Stored items
-------------------------

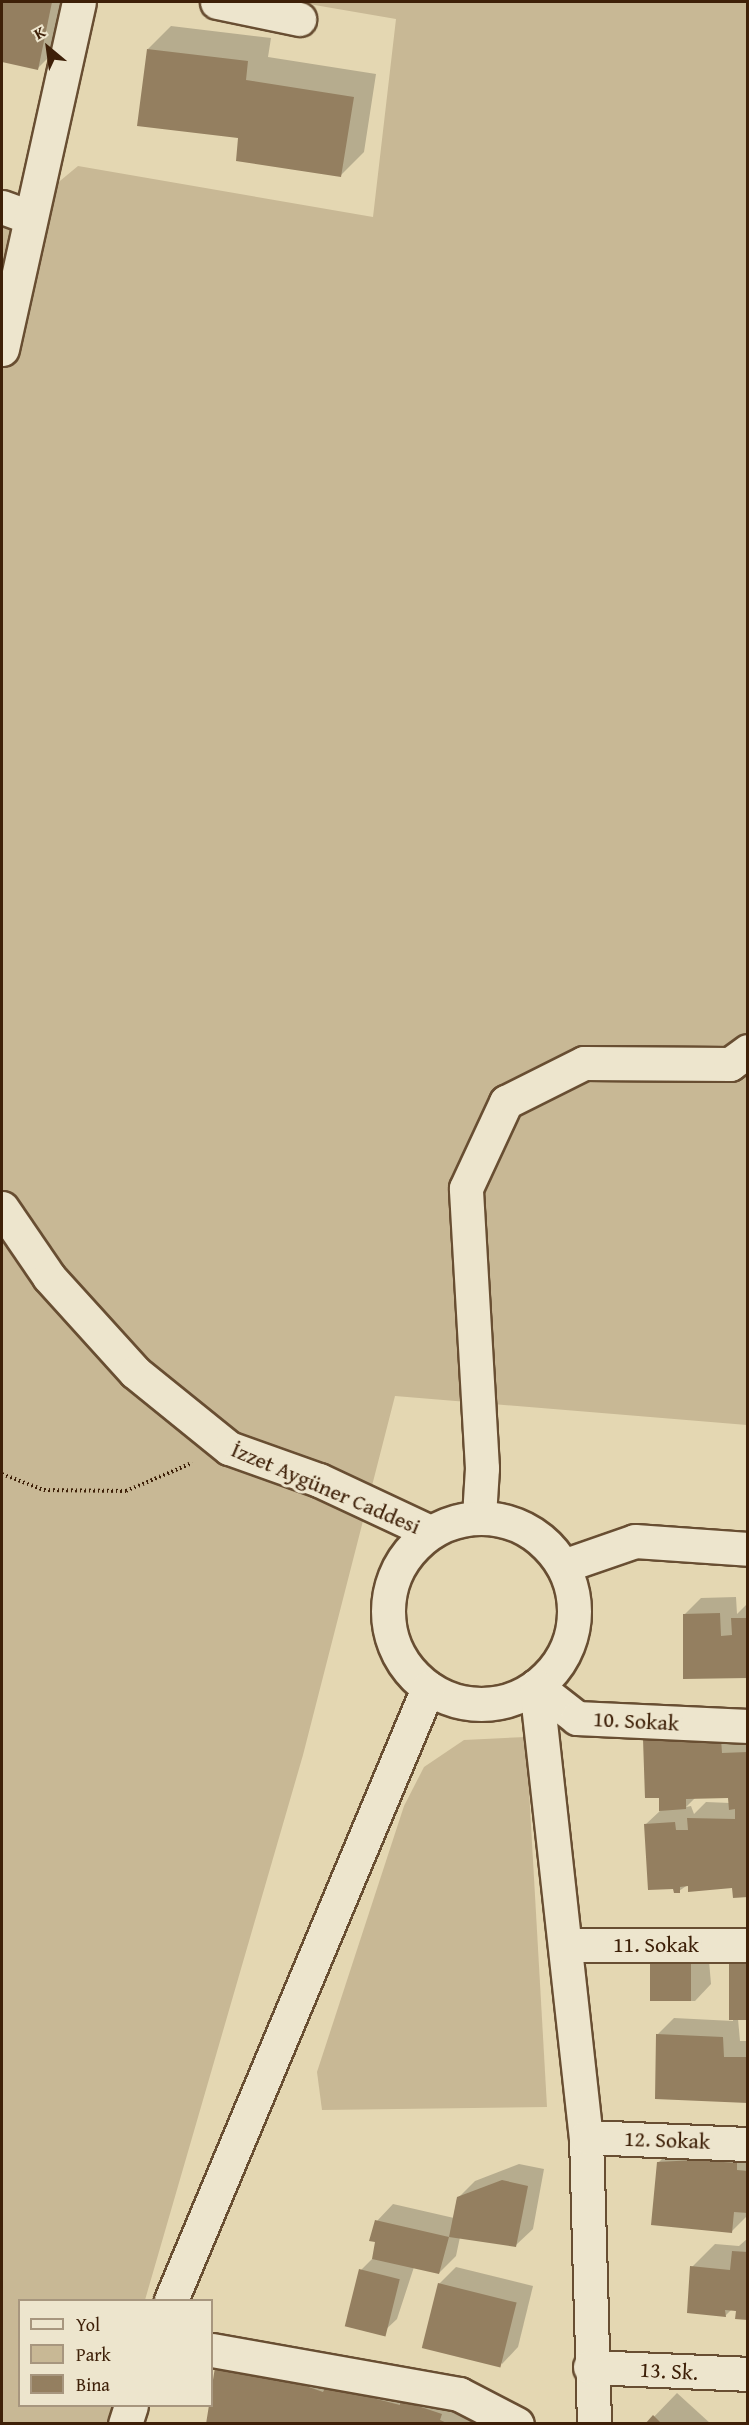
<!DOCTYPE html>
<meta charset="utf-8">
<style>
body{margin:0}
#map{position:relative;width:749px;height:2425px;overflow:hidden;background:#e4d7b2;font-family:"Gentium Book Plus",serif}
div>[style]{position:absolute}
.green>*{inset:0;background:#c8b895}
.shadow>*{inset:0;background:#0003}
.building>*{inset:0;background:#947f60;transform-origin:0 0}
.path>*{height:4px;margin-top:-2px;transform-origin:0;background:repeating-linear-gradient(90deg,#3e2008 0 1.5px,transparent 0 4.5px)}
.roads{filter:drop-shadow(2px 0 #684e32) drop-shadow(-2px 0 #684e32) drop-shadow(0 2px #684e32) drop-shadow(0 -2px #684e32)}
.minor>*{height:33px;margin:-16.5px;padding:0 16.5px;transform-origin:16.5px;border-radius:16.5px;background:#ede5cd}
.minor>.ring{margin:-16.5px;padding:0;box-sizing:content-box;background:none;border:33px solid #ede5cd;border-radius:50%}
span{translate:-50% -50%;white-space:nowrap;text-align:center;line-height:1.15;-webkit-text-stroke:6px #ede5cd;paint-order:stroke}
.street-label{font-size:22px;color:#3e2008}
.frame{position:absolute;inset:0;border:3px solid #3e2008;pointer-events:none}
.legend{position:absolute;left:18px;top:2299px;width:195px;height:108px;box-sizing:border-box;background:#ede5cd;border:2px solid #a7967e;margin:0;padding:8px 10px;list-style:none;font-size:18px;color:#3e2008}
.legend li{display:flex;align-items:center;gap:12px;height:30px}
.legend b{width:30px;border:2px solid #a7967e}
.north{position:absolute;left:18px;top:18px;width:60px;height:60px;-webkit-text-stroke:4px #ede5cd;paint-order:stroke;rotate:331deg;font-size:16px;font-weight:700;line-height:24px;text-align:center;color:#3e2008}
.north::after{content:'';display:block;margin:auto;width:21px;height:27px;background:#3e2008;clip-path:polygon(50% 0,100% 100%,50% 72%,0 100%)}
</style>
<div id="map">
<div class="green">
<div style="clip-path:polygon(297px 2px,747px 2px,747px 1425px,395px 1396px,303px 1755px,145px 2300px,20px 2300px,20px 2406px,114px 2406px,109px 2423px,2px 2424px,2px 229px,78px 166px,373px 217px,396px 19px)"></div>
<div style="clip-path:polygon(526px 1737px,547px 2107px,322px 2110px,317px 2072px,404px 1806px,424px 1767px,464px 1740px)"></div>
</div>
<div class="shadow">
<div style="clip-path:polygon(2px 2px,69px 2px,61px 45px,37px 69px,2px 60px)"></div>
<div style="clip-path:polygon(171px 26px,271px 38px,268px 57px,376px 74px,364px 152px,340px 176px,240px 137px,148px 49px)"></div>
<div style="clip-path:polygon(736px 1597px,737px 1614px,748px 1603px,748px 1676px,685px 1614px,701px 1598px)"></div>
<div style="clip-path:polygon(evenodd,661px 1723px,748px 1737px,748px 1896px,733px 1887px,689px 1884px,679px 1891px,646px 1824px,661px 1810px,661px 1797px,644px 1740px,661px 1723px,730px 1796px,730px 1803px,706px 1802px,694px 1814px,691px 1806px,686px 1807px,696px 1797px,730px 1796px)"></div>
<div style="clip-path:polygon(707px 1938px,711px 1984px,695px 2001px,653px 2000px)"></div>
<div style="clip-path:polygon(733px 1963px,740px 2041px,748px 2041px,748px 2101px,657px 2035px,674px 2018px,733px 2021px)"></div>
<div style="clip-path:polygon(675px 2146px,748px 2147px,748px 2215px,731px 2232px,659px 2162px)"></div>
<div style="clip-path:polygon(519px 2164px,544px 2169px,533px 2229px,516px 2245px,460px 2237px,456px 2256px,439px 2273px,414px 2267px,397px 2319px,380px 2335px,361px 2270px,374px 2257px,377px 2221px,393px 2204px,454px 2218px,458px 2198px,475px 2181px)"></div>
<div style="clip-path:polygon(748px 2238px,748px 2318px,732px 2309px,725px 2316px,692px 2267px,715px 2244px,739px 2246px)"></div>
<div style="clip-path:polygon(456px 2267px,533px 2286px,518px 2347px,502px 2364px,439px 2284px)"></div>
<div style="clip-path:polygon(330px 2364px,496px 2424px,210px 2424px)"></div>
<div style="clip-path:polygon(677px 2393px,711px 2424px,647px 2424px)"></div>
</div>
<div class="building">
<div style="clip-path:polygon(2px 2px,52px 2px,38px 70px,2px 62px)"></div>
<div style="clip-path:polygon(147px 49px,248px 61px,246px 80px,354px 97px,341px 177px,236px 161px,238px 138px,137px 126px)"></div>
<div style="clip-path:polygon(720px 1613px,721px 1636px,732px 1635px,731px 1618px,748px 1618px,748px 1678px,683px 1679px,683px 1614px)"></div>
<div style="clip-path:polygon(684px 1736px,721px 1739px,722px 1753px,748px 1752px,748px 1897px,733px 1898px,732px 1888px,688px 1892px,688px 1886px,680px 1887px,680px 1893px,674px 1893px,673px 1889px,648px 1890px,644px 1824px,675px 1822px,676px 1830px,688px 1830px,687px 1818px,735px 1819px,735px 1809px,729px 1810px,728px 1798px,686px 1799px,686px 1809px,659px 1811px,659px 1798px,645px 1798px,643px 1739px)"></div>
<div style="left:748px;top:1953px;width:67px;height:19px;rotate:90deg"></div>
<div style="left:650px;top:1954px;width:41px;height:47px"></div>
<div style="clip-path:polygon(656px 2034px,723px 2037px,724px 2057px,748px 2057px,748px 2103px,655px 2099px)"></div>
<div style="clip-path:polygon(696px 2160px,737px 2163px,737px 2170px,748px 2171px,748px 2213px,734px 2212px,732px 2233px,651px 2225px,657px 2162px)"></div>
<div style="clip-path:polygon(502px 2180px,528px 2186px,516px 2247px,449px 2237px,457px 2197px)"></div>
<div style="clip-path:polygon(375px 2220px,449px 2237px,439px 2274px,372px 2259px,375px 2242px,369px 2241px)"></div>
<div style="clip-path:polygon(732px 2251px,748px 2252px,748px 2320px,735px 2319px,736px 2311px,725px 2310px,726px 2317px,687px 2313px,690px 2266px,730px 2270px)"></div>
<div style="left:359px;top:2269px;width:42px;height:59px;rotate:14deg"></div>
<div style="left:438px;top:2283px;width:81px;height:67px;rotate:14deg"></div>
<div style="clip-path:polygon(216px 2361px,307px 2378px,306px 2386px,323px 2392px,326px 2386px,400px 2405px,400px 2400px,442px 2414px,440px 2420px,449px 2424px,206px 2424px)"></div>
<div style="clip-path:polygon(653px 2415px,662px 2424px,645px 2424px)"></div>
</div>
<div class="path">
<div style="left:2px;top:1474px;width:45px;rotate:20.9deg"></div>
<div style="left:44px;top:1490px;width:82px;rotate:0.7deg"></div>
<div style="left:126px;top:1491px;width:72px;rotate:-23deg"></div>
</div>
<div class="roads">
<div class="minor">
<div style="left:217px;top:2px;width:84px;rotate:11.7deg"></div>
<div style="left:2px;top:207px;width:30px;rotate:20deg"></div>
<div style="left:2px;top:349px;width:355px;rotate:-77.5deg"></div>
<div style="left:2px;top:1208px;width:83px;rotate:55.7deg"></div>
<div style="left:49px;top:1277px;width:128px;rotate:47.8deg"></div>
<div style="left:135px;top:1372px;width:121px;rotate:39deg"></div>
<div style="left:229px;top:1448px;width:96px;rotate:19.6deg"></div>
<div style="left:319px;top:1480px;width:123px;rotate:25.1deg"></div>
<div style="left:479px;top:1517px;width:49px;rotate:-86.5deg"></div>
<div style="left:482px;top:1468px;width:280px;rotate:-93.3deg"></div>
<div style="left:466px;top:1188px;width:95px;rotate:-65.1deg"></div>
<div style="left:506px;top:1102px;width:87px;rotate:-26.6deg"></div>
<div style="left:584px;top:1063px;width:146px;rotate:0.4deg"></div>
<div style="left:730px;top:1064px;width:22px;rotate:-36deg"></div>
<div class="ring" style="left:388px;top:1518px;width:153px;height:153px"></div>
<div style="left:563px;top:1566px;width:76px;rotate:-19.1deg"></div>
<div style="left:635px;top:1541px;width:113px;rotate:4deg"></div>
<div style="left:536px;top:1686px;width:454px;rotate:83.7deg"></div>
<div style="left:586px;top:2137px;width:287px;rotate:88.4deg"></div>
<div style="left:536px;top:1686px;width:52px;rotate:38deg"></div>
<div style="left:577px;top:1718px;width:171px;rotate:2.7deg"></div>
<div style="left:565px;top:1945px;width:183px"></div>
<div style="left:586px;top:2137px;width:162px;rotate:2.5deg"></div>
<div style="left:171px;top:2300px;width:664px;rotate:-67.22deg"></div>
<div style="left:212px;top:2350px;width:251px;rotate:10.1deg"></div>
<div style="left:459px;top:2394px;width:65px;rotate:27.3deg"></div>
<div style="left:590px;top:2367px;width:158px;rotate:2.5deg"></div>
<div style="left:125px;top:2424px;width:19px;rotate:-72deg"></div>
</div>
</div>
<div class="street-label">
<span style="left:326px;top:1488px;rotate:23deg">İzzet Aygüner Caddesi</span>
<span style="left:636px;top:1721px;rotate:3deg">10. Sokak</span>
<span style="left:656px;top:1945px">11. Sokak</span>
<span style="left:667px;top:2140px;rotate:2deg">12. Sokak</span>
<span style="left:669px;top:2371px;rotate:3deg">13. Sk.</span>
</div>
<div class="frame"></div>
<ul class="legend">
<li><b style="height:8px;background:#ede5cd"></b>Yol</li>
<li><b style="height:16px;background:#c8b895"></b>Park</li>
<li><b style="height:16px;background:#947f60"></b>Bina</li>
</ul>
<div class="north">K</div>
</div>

-------------------------

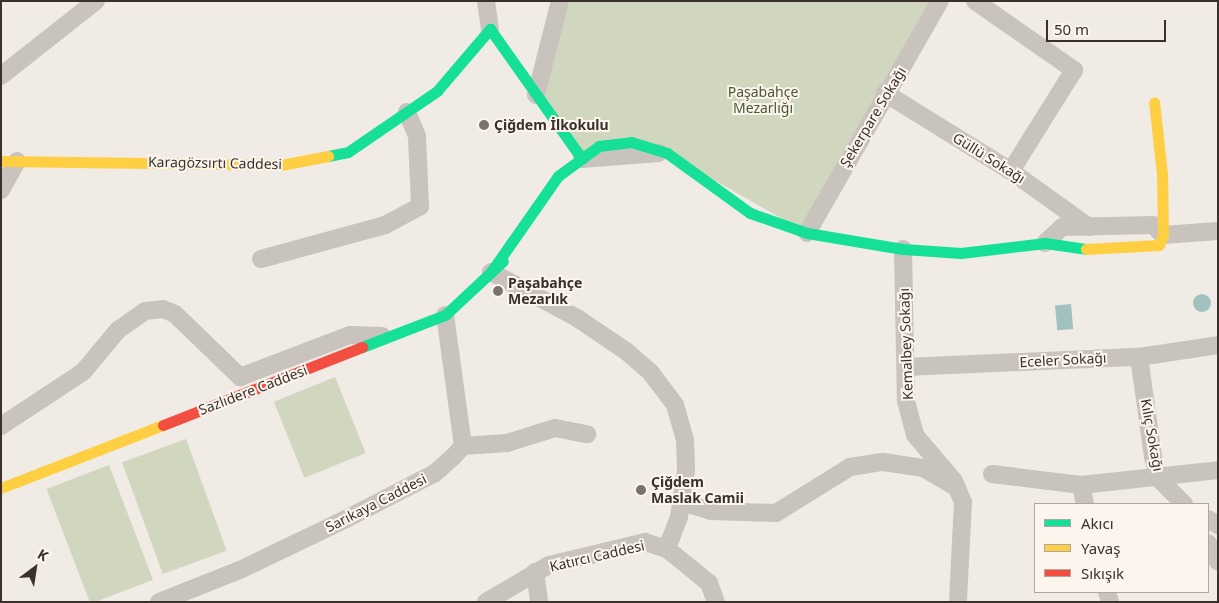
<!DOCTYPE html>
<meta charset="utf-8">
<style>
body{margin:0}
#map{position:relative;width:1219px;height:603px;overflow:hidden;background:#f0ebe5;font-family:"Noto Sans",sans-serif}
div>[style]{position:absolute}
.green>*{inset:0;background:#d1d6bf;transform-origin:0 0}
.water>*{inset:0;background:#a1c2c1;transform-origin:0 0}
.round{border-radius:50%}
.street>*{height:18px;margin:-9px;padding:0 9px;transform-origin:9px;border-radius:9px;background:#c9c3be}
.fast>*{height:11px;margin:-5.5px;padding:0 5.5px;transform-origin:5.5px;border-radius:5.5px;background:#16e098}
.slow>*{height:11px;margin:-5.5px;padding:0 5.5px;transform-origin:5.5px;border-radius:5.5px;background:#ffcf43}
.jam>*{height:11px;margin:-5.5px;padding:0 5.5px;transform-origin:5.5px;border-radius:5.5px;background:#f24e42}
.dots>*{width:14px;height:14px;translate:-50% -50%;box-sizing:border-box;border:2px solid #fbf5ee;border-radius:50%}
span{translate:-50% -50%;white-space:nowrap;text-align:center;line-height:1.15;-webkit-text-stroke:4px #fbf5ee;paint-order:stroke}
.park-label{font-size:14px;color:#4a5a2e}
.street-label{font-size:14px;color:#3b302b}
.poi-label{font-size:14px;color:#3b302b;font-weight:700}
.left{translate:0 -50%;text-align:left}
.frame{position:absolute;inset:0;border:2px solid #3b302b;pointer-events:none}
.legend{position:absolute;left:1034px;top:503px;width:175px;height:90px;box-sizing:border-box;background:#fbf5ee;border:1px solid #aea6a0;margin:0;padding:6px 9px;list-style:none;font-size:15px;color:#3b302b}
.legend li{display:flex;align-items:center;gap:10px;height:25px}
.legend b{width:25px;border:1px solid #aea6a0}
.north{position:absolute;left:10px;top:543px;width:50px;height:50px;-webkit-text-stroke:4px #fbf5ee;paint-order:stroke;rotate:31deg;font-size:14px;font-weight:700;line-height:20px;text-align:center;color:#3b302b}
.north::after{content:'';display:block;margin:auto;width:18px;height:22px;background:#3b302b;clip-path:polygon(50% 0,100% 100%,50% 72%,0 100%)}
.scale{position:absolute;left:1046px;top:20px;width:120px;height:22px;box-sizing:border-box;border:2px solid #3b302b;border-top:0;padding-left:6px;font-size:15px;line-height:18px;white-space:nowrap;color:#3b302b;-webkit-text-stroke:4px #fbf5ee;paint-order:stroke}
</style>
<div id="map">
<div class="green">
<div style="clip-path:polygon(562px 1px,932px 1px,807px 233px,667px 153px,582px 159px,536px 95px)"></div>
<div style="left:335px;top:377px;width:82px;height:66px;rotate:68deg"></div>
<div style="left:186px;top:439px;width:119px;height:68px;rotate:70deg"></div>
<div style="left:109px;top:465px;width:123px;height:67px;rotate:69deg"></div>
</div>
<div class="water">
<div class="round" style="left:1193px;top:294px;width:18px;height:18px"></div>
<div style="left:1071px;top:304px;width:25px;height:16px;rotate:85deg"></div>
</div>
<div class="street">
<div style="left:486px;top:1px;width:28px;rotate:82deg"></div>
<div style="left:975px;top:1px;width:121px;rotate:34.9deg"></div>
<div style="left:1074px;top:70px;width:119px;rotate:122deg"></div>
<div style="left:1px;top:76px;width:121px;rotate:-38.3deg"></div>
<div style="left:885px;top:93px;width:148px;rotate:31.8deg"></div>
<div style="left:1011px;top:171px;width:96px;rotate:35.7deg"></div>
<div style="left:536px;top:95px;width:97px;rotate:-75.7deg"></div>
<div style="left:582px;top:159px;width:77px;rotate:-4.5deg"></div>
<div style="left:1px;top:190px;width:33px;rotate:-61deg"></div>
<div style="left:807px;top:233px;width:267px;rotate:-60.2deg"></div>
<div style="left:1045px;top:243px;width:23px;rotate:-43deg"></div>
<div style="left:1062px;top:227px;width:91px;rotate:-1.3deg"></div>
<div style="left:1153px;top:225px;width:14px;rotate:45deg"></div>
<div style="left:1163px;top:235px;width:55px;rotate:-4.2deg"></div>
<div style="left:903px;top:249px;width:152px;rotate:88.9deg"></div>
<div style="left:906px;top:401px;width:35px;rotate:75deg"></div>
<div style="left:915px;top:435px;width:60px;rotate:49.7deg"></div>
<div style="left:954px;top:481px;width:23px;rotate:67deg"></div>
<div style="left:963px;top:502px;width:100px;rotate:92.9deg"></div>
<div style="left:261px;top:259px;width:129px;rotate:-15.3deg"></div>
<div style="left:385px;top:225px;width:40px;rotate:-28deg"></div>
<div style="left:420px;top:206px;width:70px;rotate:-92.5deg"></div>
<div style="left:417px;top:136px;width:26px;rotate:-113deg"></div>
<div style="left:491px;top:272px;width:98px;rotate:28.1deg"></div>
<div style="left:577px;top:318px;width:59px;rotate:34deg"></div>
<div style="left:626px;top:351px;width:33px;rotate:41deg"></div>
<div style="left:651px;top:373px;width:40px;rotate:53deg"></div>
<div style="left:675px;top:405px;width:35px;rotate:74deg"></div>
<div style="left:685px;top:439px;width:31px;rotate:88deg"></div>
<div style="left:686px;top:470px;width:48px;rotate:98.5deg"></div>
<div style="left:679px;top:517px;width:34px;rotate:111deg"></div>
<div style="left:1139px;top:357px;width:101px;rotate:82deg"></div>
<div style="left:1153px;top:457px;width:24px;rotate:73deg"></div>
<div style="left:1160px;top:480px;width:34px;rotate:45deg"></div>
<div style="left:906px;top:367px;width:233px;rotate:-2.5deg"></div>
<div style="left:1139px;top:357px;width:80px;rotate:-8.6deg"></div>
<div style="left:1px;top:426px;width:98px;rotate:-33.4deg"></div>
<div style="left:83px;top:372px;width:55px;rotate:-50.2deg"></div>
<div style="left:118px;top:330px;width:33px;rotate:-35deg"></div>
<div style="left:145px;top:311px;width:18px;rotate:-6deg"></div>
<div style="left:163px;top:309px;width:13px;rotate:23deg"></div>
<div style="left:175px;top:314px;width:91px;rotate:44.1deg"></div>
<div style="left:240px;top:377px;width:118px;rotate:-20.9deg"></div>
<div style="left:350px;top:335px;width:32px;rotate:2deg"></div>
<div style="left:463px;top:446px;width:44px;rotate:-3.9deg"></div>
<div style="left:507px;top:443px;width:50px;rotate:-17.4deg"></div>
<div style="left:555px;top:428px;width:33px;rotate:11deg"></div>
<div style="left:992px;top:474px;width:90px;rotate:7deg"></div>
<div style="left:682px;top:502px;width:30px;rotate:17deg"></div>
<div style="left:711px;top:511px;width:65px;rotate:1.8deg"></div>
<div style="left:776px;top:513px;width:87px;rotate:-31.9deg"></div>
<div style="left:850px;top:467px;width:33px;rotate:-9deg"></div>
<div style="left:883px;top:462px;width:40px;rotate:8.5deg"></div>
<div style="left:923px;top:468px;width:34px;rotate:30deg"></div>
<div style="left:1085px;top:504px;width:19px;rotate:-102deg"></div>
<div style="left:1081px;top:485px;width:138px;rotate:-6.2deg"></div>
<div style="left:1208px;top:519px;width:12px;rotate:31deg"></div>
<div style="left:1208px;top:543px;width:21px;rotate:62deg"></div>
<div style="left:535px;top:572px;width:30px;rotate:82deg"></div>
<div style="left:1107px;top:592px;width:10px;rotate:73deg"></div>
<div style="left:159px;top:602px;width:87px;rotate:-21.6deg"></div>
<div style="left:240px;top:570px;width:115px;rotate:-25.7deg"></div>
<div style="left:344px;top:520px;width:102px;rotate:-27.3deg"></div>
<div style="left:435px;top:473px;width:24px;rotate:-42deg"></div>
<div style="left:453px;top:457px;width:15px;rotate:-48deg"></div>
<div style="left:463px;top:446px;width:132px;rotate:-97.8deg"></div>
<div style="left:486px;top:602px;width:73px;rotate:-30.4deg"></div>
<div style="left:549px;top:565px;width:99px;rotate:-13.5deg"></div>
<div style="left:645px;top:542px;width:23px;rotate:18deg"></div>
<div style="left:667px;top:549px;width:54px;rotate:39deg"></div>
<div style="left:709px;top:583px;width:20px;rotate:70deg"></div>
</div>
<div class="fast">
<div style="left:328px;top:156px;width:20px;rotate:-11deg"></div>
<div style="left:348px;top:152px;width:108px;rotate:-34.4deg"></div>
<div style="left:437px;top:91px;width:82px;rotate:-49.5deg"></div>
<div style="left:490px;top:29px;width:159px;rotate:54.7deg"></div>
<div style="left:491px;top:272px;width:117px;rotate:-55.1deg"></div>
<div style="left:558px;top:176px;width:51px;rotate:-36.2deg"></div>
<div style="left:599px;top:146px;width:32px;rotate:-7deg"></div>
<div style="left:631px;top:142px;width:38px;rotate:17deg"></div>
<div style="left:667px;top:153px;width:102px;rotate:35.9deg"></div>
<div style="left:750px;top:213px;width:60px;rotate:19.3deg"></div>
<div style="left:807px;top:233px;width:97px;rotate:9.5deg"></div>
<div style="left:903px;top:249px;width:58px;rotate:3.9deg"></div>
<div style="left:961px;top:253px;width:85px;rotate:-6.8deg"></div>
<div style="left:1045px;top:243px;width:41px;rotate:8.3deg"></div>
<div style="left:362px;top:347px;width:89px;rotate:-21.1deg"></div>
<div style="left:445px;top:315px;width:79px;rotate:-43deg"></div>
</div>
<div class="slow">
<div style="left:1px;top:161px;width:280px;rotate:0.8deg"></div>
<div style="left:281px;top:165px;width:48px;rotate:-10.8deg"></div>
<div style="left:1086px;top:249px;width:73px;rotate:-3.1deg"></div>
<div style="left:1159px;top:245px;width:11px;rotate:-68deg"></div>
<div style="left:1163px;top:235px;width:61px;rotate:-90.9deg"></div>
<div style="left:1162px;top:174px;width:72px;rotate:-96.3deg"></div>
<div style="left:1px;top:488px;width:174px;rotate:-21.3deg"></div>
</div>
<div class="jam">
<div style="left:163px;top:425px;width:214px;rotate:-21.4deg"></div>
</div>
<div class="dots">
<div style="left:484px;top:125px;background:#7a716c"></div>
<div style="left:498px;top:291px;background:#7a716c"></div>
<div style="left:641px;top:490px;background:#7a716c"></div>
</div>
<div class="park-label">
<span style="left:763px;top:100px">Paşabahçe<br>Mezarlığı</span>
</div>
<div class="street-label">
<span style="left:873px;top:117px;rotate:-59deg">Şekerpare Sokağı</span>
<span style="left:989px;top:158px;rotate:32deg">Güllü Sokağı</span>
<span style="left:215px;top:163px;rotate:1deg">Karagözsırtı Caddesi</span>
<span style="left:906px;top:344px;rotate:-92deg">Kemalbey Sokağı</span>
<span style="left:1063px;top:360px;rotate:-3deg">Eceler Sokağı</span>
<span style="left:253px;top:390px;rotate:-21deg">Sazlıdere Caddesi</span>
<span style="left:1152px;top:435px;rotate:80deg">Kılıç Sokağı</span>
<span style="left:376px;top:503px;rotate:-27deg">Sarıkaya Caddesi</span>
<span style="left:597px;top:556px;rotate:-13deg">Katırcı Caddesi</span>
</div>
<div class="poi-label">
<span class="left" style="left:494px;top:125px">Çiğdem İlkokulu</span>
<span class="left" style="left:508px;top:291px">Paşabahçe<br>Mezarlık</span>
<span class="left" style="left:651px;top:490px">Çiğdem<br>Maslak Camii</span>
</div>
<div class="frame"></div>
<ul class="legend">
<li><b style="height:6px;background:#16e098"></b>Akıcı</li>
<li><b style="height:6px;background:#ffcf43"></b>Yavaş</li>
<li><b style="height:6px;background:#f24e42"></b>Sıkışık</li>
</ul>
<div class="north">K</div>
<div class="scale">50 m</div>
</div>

-------------------------

■ **PROBLEM TO SOLVE**
If a line of the records above holds the word "flex", show it.

■ **TASK RESPONSE**
.legend li{display:flex;align-items:center;gap:12px;height:30px}
.legend li{display:flex;align-items:center;gap:10px;height:25px}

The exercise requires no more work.